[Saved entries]
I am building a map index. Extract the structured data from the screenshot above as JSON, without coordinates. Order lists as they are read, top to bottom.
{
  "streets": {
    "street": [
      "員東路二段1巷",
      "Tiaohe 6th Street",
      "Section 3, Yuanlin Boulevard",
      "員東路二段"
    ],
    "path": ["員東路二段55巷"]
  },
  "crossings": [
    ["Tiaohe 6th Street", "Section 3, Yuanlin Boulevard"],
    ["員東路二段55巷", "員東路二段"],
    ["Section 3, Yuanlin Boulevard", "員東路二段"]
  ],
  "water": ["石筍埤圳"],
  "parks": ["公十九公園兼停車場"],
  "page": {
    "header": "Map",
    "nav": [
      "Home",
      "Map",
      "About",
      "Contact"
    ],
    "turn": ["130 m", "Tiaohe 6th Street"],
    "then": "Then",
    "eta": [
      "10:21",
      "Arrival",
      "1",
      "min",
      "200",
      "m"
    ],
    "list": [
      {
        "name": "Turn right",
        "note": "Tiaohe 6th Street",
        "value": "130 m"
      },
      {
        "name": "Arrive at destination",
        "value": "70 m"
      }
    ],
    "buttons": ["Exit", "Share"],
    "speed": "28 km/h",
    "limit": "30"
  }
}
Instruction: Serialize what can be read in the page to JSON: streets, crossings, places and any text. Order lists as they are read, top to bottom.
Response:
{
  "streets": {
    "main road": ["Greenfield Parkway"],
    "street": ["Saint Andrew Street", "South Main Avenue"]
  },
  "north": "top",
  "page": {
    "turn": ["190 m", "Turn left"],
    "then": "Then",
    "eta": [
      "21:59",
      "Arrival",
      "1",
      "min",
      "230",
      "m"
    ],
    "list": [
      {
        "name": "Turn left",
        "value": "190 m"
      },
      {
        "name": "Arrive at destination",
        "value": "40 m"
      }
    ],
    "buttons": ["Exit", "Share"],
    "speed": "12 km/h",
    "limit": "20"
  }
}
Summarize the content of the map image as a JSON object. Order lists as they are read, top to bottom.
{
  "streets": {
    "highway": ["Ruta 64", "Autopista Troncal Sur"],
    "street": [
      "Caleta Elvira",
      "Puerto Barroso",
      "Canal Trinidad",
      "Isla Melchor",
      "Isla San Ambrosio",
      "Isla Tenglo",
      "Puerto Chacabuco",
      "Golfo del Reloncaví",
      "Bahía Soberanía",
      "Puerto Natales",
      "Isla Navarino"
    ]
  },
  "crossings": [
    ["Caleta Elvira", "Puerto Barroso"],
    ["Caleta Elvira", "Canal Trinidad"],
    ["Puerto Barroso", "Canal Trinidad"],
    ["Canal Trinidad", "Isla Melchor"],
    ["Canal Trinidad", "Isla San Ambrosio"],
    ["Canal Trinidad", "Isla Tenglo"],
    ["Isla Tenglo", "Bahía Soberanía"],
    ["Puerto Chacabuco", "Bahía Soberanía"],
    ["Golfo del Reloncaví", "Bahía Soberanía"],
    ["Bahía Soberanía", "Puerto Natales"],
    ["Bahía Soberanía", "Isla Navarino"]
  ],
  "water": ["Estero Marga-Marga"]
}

▶ **The problem**
Look through the records for the word "Melchor". Every line that has it should be copied.

▶ **Solution for this exercise**
      "Isla Melchor",
    ["Canal Trinidad", "Isla Melchor"],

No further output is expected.